## YOUR TASK
Gather, from the listing beneath this task, every line holding the string "stroke".

## EXCERPTED DATA
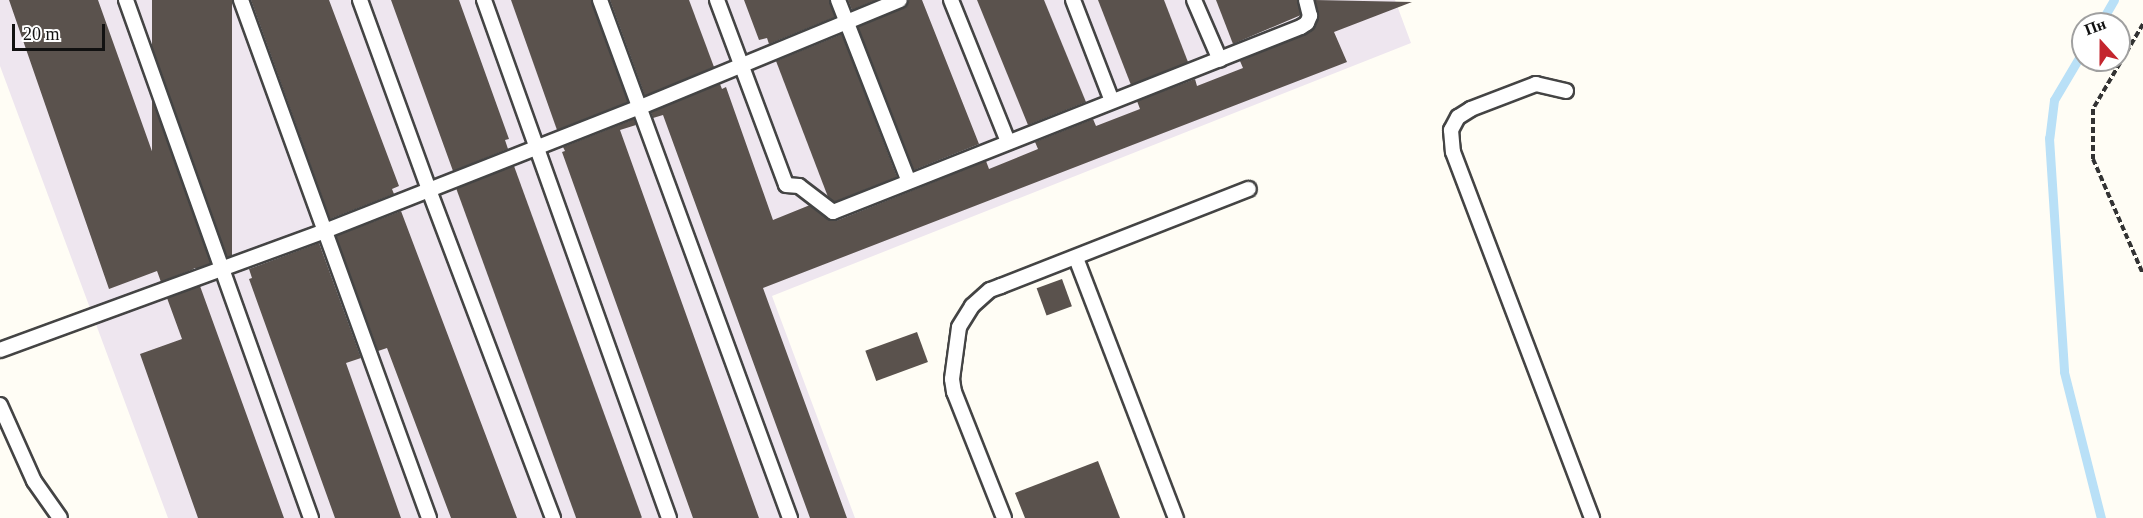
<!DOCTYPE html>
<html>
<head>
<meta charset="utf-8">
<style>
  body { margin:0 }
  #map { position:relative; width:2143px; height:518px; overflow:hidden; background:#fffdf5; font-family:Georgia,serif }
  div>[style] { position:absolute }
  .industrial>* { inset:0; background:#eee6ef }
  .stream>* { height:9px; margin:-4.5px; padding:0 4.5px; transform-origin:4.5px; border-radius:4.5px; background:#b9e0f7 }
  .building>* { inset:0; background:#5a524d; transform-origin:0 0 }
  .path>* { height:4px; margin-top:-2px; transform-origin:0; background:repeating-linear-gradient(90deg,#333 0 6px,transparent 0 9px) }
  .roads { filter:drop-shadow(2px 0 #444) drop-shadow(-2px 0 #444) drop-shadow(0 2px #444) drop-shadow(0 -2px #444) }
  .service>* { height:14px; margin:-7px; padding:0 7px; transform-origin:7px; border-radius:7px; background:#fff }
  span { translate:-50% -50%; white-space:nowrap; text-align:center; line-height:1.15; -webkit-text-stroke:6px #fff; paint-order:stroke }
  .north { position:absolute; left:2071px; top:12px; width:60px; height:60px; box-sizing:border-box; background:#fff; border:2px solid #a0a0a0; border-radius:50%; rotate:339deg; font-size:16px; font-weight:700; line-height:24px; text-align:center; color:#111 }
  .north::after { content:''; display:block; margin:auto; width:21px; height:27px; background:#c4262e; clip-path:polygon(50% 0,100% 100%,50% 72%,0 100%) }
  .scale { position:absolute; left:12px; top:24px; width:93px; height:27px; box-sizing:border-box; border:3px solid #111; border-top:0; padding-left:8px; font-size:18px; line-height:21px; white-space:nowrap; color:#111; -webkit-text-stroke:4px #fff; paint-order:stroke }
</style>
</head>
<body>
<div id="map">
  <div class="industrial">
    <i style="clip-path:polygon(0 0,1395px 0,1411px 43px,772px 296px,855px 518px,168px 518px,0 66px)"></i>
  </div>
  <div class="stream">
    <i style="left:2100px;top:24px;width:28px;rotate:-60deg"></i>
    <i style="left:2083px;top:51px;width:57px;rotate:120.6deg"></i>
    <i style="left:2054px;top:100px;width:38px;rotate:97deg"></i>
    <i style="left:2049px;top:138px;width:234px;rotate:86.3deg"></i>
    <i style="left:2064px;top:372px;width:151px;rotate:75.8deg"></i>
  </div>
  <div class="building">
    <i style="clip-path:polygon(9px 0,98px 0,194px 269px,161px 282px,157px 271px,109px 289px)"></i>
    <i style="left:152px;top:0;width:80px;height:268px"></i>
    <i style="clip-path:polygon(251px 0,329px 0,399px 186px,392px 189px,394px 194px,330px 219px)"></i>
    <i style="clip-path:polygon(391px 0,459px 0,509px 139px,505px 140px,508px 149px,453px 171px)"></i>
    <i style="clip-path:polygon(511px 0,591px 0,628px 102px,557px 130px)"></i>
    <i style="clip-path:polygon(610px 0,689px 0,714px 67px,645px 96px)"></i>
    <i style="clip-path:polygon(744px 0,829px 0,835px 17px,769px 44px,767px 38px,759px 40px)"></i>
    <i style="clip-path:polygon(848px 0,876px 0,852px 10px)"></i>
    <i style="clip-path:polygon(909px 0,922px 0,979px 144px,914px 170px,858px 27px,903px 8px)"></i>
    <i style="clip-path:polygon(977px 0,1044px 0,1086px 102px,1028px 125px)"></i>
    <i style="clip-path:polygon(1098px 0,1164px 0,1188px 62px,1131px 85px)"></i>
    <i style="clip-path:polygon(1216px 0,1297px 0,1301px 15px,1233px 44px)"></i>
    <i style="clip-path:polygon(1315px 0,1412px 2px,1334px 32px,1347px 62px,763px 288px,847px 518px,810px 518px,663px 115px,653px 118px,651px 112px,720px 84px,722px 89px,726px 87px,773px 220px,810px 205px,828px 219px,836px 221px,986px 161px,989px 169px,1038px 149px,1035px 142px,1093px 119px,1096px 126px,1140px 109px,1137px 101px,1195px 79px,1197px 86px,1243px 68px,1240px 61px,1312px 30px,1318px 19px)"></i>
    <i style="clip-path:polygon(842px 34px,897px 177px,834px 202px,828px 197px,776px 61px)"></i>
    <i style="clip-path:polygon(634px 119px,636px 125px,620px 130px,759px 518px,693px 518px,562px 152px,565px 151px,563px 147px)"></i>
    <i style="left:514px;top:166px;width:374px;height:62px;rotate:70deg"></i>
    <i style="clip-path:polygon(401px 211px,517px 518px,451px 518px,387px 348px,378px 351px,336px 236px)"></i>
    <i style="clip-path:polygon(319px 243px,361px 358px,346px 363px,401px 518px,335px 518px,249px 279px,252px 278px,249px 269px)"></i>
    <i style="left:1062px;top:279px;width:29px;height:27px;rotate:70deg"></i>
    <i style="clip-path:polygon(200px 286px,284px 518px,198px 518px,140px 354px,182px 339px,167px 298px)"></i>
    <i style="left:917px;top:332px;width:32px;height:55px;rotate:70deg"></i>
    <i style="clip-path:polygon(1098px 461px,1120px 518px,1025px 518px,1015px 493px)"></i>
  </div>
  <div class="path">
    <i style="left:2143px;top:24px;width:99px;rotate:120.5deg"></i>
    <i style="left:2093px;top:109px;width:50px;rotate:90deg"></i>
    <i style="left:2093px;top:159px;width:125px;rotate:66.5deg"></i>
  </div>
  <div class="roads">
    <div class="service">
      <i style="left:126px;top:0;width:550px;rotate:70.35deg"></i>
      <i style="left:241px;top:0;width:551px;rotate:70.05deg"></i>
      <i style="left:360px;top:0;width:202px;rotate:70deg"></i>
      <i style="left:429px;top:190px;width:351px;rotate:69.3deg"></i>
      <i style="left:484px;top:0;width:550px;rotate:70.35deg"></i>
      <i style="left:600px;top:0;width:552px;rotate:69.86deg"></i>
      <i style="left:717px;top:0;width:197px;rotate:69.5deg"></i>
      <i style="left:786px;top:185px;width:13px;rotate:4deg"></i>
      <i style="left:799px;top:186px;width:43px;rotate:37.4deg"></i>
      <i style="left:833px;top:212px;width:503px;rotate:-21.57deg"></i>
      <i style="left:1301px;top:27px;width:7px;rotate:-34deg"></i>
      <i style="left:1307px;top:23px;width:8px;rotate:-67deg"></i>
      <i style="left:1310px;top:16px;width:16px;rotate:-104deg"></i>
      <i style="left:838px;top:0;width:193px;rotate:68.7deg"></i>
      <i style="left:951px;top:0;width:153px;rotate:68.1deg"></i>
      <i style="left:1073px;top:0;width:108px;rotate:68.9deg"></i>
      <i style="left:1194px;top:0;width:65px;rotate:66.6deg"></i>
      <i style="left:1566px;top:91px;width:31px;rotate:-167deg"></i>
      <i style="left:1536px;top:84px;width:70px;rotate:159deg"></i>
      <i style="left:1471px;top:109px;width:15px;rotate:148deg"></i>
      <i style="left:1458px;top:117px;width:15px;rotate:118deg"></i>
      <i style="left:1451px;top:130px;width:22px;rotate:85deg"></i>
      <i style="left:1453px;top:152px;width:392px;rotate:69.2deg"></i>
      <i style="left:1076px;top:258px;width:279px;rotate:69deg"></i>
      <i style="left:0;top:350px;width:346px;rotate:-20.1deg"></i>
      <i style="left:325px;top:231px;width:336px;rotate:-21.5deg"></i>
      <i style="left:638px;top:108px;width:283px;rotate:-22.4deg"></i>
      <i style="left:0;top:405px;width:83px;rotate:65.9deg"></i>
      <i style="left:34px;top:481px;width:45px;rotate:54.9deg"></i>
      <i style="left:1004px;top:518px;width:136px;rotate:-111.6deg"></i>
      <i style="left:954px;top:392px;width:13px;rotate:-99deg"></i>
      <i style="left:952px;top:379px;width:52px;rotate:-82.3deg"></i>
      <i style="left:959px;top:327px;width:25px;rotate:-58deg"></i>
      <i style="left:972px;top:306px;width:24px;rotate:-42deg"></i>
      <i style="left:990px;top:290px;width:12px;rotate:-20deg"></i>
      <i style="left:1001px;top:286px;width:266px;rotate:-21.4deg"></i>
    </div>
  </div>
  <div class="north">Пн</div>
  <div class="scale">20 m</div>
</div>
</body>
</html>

## SOLUTION TO THE EXERCISE
  span { translate:-50% -50%; white-space:nowrap; text-align:center; line-height:1.15; -webkit-text-stroke:6px #fff; paint-order:stroke }
  .scale { position:absolute; left:12px; top:24px; width:93px; height:27px; box-sizing:border-box; border:3px solid #111; border-top:0; padding-left:8px; font-size:18px; line-height:21px; white-space:nowrap; color:#111; -webkit-text-stroke:4px #fff; paint-order:stroke }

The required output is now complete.